I have three matters for follow-up today, starting with the case of Schifanelli v. Jourdak, in which an Eastern Shore attorney, now the Republican candidate for lieutenant governor of Maryland, claims she was defamed by an activist for racial justice.
Gordana Schifanelli, running mate of Trump-endorsed gubernatorial candidate Dan Cox, alleged she was defamed by Mary Ella Jourdak during an ugly battle two years ago in Queen Anne’s County between angry parents and Andrea Kane, the county’s first Black superintendent of schools.
Recap: After the murder-by-cop of George Floyd in May 2020, Kane wrote a letter to parents calling for dialogue on racism and voicing support for the Black Lives Matter movement.
Outraged by this — because, after all, why should students talk about racism when there is absolutely no racism anywhere? — Schifanelli criticized Kane. She started a Facebook group (later banned for violating Facebook standards, according to The New York Times) so more parents could criticize her.
Jourdak, on the other hand, was part of a group that stood up for the superintendent. During said battle, Schifanelli claimed Jourdak defamed her on Twitter and Facebook. So Schifanelli sued, asserting harm to reputation and emotional distress. Last month, during the week of Maryland’s primary election, there was a three-day trial in Centreville. There was testimony. There were exhibits of social media comments, some of them racist, a lot of it the overheated rhetoric of overwrought parents.
Schifanelli and Cox won the Republican primary but Schifanelli and Schifanelli — her attorney husband, Marc, represented her — lost their court defamation case. Marc Schifanelli then asked Judge Lynn Knight for a new trial. The judge denied the motion.
Will there be further appeals? We don’t know yet, but I’m sure we’ve not heard the last of the Schifanellis.
It was one of the saddest things I’ve ever seen in a Baltimore courtroom — a prison inmate with terminal cancer in handcuffs and chains.
At 64, Robert Smith had been in Maryland prisons for nearly 40 years, serving a life sentence for a murder he claimed he did not commit. Ten months before his visit to Judge Audrey J.S. Carrion’s courtroom, a doctor found that the liver cancer discovered two years earlier had advanced to “terminal and incurable.” His advocates had tried to get Smith out of prison, but their appeals had been denied.
Carrion, however, agreed to consider reducing his sentence to the time he had served.
So, on a Monday morning last June, correctional officers drove Smith to Baltimore from Hagerstown and escorted him into the courtroom in handcuffs and chains.
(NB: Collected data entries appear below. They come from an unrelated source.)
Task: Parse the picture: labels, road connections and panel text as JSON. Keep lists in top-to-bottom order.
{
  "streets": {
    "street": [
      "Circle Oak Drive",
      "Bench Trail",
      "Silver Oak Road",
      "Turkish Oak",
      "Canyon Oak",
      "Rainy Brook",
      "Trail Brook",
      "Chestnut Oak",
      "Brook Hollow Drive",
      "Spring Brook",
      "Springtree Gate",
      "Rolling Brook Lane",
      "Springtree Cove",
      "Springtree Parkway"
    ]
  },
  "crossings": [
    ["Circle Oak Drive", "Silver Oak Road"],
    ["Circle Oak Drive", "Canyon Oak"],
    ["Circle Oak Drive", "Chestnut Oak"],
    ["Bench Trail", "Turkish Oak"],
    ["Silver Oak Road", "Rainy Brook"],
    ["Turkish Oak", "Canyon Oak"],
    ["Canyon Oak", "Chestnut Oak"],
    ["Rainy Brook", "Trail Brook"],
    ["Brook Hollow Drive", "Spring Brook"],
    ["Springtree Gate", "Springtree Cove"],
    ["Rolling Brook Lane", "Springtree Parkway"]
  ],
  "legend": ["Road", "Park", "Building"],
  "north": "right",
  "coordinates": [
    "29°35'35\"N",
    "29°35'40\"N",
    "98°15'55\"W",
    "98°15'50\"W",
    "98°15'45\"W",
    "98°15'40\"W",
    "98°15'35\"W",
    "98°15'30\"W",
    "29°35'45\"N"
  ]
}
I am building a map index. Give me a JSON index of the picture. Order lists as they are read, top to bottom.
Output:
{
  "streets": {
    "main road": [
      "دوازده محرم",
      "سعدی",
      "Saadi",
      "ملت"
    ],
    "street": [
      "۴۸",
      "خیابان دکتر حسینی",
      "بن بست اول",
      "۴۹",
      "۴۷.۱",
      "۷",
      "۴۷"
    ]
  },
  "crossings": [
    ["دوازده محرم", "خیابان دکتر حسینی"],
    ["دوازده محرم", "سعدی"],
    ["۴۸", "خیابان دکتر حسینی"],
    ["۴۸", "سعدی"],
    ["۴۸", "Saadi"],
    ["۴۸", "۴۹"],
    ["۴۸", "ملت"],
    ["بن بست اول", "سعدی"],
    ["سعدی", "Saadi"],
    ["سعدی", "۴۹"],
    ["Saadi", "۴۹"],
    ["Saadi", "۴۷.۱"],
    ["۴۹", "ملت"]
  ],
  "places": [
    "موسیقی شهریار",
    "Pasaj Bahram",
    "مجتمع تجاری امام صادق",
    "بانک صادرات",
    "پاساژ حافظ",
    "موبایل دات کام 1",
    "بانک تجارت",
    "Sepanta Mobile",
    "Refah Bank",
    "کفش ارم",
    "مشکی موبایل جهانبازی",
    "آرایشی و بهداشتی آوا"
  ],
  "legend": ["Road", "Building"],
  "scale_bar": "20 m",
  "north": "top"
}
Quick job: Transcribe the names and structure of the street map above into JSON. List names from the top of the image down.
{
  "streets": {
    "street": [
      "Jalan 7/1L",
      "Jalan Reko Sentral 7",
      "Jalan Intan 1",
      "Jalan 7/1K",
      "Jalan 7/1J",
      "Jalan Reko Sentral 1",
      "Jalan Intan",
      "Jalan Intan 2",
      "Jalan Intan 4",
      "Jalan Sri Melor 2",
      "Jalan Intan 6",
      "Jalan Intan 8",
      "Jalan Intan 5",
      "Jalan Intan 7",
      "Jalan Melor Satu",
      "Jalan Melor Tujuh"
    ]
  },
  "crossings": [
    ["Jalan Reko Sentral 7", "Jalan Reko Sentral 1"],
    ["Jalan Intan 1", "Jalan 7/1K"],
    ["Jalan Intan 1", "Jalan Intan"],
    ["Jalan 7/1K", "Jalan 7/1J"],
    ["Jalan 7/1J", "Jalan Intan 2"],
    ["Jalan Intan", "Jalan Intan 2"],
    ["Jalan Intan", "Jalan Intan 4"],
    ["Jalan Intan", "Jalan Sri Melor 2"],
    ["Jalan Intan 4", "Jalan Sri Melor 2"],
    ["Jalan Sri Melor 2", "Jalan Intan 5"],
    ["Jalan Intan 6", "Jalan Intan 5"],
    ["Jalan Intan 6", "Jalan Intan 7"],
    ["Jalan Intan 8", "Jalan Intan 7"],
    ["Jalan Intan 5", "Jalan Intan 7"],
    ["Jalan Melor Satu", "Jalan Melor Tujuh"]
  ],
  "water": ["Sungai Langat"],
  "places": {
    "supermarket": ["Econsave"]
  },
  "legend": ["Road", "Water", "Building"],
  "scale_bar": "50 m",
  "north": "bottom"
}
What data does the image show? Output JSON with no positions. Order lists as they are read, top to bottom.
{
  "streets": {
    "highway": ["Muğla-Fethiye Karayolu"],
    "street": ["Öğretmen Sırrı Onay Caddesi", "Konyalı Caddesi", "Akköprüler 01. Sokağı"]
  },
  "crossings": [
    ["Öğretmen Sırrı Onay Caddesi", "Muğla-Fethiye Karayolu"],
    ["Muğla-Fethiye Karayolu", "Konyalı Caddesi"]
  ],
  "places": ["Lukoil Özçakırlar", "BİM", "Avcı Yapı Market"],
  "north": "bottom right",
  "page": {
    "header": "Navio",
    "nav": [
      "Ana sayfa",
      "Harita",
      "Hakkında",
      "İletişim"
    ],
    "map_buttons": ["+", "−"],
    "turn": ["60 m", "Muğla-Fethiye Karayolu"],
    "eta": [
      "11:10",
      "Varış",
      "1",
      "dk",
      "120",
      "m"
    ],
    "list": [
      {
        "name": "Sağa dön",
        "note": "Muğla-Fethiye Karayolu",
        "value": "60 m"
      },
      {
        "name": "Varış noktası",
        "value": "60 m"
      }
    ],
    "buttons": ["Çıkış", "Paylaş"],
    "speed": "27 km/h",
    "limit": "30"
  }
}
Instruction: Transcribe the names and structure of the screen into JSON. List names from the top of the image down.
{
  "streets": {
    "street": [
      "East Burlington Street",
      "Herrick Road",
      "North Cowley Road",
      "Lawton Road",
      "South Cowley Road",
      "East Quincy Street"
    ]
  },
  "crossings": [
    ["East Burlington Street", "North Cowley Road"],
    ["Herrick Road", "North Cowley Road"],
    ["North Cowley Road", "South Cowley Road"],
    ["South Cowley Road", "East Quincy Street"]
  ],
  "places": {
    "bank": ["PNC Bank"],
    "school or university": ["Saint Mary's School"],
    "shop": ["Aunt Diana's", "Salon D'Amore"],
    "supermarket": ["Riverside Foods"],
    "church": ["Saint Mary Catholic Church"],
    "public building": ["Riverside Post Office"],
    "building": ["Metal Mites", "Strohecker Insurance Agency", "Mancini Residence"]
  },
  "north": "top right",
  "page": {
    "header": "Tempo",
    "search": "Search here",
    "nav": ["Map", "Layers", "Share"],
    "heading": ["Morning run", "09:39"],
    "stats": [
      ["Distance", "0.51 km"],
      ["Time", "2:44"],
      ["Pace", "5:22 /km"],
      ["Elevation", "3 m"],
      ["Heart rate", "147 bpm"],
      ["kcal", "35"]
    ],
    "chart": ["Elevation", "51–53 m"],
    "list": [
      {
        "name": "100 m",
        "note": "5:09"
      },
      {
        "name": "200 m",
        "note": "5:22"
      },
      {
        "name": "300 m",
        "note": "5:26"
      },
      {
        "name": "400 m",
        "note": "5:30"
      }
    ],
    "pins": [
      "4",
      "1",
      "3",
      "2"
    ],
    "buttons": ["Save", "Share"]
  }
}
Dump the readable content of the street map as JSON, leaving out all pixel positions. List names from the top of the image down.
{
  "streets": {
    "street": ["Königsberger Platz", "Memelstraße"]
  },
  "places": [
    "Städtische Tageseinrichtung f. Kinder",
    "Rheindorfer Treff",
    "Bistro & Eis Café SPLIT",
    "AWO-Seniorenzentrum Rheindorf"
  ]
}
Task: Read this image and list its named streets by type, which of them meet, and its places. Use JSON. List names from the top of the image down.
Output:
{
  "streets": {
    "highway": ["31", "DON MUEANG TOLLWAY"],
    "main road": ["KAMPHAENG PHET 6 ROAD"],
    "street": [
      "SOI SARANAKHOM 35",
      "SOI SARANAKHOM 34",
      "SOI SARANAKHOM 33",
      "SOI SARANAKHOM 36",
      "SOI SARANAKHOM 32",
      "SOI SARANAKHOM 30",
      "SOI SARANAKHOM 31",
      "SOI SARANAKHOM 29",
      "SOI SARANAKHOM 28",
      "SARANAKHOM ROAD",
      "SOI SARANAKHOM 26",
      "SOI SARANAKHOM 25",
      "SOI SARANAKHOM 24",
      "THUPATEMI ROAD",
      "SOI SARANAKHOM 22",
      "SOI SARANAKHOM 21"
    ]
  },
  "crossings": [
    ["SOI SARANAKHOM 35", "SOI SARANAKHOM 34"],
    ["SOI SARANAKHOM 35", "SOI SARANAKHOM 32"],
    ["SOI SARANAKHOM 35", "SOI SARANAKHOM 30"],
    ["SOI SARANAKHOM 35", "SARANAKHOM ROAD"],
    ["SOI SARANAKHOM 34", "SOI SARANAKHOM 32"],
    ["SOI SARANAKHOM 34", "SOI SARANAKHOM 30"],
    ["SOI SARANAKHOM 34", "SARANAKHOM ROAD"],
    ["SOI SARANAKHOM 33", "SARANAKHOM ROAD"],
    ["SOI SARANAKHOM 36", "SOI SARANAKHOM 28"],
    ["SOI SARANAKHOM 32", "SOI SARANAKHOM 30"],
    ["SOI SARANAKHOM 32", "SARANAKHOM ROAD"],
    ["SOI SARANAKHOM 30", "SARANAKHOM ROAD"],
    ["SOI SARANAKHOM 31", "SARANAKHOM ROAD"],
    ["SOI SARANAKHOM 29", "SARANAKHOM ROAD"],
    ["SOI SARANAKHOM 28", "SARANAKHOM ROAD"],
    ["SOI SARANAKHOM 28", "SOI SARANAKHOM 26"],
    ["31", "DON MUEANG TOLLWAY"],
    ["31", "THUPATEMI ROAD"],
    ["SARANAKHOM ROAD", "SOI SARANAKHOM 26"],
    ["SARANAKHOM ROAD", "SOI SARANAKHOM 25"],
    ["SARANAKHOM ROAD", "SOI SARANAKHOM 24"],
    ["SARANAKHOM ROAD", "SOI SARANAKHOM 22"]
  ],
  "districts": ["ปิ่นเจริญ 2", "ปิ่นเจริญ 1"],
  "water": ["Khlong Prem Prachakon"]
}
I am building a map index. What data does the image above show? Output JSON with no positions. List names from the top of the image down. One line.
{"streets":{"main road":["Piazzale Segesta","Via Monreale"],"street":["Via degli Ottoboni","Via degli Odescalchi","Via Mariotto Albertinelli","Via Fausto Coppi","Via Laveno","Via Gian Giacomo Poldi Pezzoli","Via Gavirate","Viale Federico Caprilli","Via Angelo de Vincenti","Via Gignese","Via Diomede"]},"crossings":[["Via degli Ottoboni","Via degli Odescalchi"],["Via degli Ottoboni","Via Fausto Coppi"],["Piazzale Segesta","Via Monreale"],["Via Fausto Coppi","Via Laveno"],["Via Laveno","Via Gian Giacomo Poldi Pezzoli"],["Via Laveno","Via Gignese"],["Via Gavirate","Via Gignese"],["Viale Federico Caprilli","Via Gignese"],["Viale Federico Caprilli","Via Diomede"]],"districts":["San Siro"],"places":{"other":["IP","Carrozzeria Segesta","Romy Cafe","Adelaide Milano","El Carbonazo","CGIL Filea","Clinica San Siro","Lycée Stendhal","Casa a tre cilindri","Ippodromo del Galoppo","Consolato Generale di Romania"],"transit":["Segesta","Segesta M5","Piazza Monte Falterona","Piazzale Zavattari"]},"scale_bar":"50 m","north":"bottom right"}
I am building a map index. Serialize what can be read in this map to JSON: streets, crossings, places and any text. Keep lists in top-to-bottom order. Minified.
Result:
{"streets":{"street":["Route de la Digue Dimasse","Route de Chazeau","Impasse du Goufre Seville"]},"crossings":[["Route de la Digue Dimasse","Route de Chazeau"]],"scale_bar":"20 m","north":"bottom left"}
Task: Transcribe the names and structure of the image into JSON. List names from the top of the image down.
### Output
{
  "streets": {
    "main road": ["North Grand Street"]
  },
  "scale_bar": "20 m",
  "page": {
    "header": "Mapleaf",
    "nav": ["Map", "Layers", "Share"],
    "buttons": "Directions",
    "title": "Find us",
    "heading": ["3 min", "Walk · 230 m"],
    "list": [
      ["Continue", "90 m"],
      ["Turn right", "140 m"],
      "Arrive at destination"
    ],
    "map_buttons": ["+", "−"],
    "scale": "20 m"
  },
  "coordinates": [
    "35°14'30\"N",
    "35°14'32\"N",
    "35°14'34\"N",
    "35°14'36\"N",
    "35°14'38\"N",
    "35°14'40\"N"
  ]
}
I sat there thinking about how we do things in this country and in this state. We had Democratic governors who for a couple of decades refused to approve parole for men and women serving life sentences — even if the Maryland Parole Commission had cleared them for release after 30 or 40 or more years of incarceration. Smith’s case seemed more egregious: Even terminal cancer, a death sentence, could not get him home. It was impossible to imagine how justice would be diminished by a small act of mercy for Robert Smith.
But then Carrion agreed to listen.
“Please let me go home to be with my family with the time I have left,” Smith said, his voice barely audible.
With the state supporting Smith’s release, the judge readily granted the request. Smith’s wife and son took him home.
Robert Smith managed to live 13 more months and spend valuable time with his family. His longtime attorney, Nancy Forster, reported his death on Friday. “I am so glad that Robert’s greatest fear, that he would die in jail, did not come to pass,” Forster said.
One last word on Trey Mancini, who was traded last week from the Orioles to the Houston Astros in return for some pitching prospects:
Despite what all the experts say, it was more than OK for Baltimore fans to have been upset about Mancini’s departure.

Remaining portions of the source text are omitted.